[Start of Attachment]

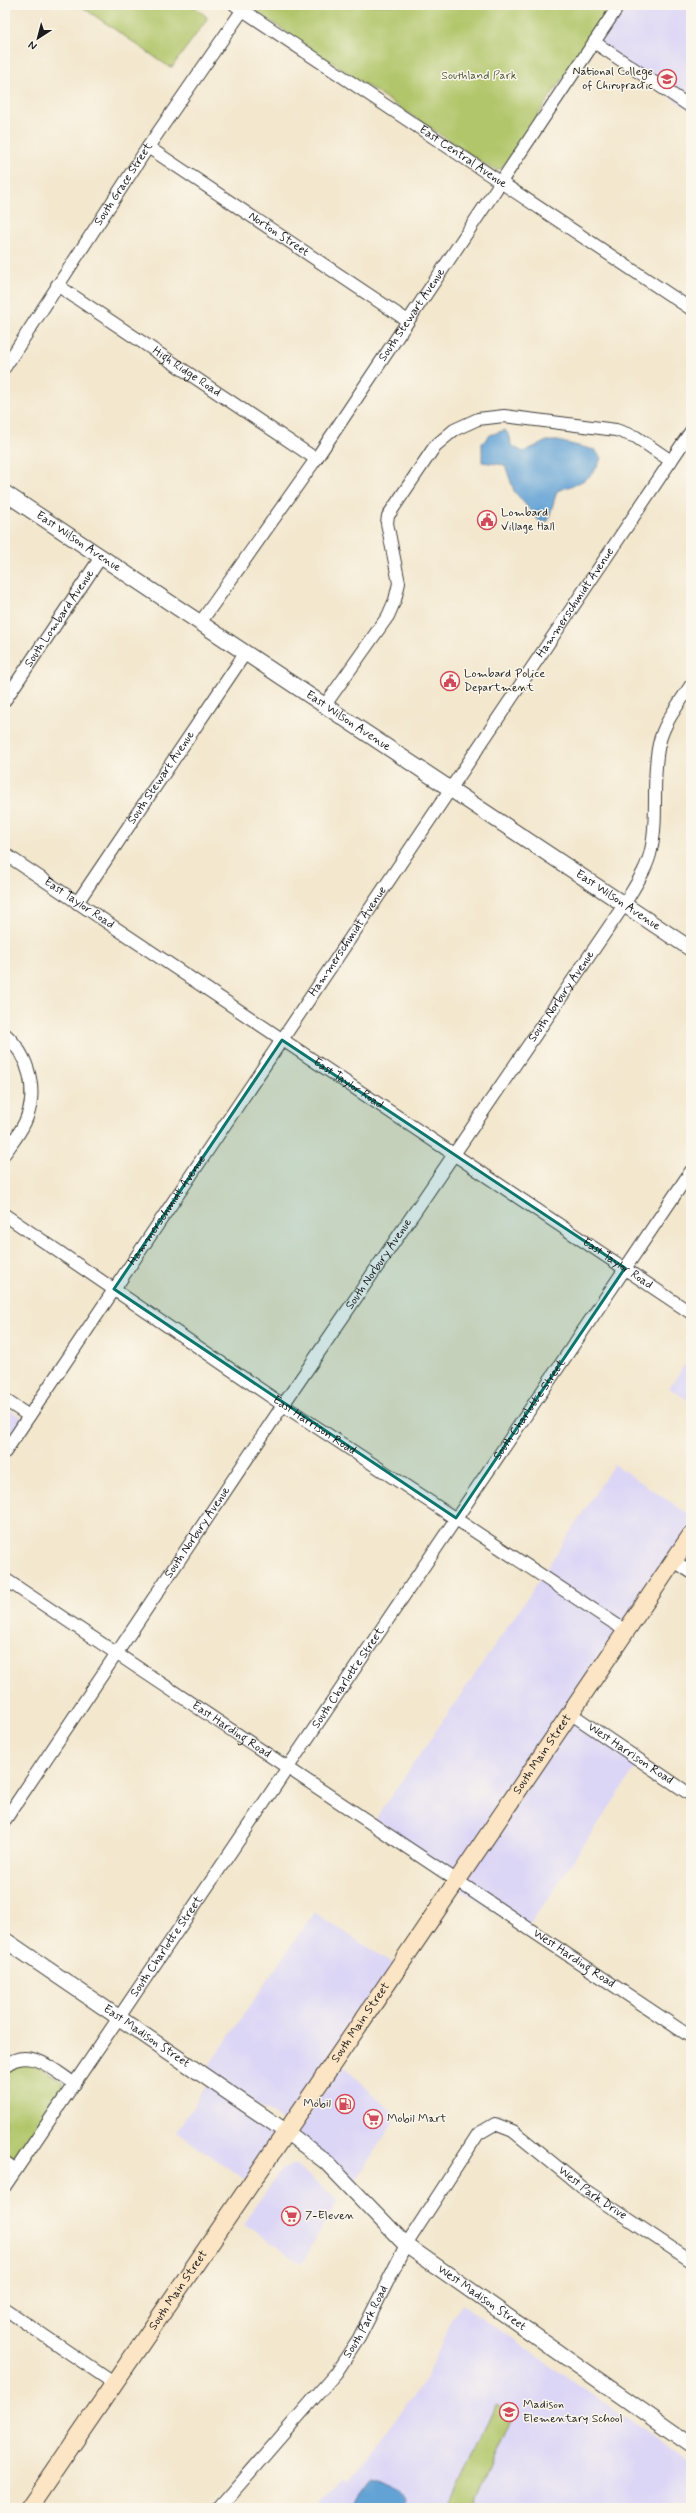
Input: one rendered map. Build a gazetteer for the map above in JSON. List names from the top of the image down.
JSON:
{
  "streets": {
    "main road": ["South Main Street"],
    "street": [
      "East Central Avenue",
      "South Grace Street",
      "Norton Street",
      "South Stewart Avenue",
      "High Ridge Road",
      "East Wilson Avenue",
      "Hammerschmidt Avenue",
      "South Lombard Avenue",
      "East Taylor Road",
      "South Norbury Avenue",
      "South Charlotte Street",
      "East Harrison Road",
      "East Harding Road",
      "West Harrison Road",
      "West Harding Road",
      "East Madison Street",
      "West Park Drive",
      "West Madison Street",
      "South Park Road"
    ]
  },
  "crossings": [
    ["East Central Avenue", "South Grace Street"],
    ["East Central Avenue", "South Stewart Avenue"],
    ["South Grace Street", "Norton Street"],
    ["South Grace Street", "High Ridge Road"],
    ["Norton Street", "South Stewart Avenue"],
    ["South Stewart Avenue", "High Ridge Road"],
    ["South Stewart Avenue", "East Wilson Avenue"],
    ["South Stewart Avenue", "East Taylor Road"],
    ["East Wilson Avenue", "Hammerschmidt Avenue"],
    ["East Wilson Avenue", "South Lombard Avenue"],
    ["East Wilson Avenue", "South Norbury Avenue"],
    ["Hammerschmidt Avenue", "East Taylor Road"],
    ["Hammerschmidt Avenue", "East Harrison Road"],
    ["East Taylor Road", "South Norbury Avenue"],
    ["East Taylor Road", "South Charlotte Street"],
    ["South Norbury Avenue", "East Harrison Road"],
    ["South Norbury Avenue", "East Harding Road"],
    ["South Charlotte Street", "East Harrison Road"],
    ["South Charlotte Street", "East Harding Road"],
    ["South Charlotte Street", "East Madison Street"],
    ["East Harrison Road", "South Main Street"],
    ["East Harding Road", "South Main Street"],
    ["East Harding Road", "West Harding Road"],
    ["South Main Street", "West Harrison Road"],
    ["South Main Street", "West Harding Road"],
    ["South Main Street", "East Madison Street"],
    ["South Main Street", "West Madison Street"],
    ["East Madison Street", "West Madison Street"],
    ["West Park Drive", "South Park Road"],
    ["West Madison Street", "South Park Road"]
  ],
  "parks": ["Southland Park"],
  "places": {
    "school or university": ["National College of Chiropractic", "Madison Elementary School"],
    "public building": ["Lombard Village Hall", "Lombard Police Department"],
    "fuel station": ["Mobil"],
    "supermarket": ["Mobil Mart", "7-Eleven"]
  },
  "north": "bottom left"
}
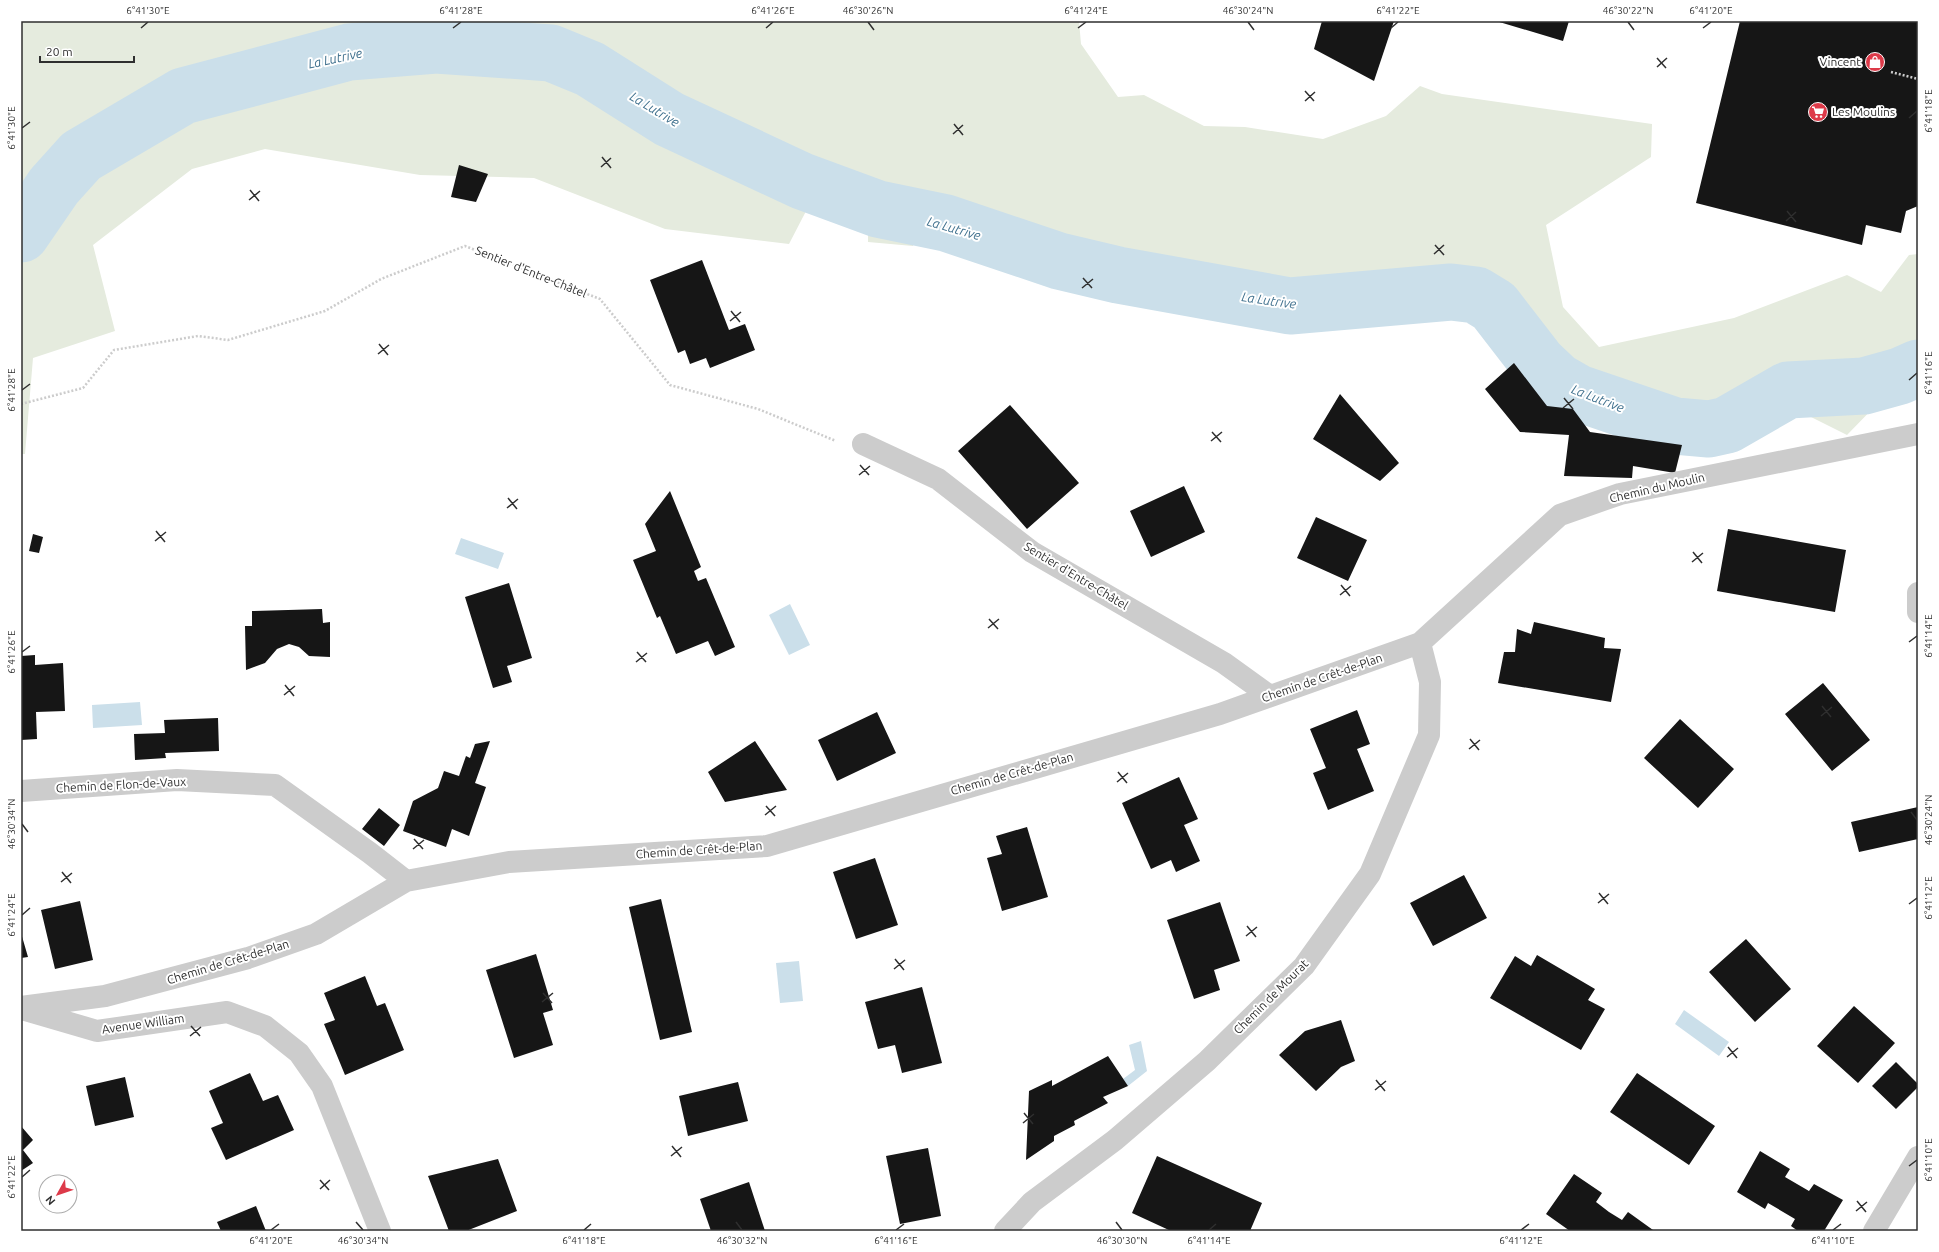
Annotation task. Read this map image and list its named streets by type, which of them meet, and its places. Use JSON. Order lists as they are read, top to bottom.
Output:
{
  "streets": {
    "street": [
      "Sentier d'Entre-Châtel",
      "Chemin du Moulin",
      "Chemin de Crêt-de-Plan",
      "Chemin de Flon-de-Vaux",
      "Chemin de Mourat",
      "Avenue William"
    ]
  },
  "crossings": [
    ["Sentier d'Entre-Châtel", "Chemin de Crêt-de-Plan"],
    ["Chemin du Moulin", "Chemin de Crêt-de-Plan"],
    ["Chemin du Moulin", "Chemin de Mourat"],
    ["Chemin de Crêt-de-Plan", "Chemin de Flon-de-Vaux"],
    ["Chemin de Crêt-de-Plan", "Chemin de Mourat"],
    ["Chemin de Crêt-de-Plan", "Avenue William"]
  ],
  "water": ["La Lutrive"],
  "places": {
    "shop": ["Vincent"],
    "supermarket": ["Les Moulins"]
  },
  "scale_bar": "20 m",
  "north": "bottom left",
  "coordinates": [
    "6°41'30\"E",
    "6°41'28\"E",
    "6°41'26\"E",
    "46°30'26\"N",
    "6°41'24\"E",
    "46°30'24\"N",
    "6°41'22\"E",
    "46°30'22\"N",
    "6°41'20\"E",
    "6°41'18\"E",
    "6°41'16\"E",
    "6°41'14\"E",
    "46°30'34\"N",
    "6°41'12\"E",
    "6°41'10\"E",
    "46°30'32\"N",
    "46°30'30\"N"
  ]
}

[End of Attachment]

#### [Aim of the task]
Whenever a line of the listing above holds the word "Mourat", copy that line.

#### [Answer for the task]
      "Chemin de Mourat",
    ["Chemin du Moulin", "Chemin de Mourat"],
    ["Chemin de Crêt-de-Plan", "Chemin de Mourat"],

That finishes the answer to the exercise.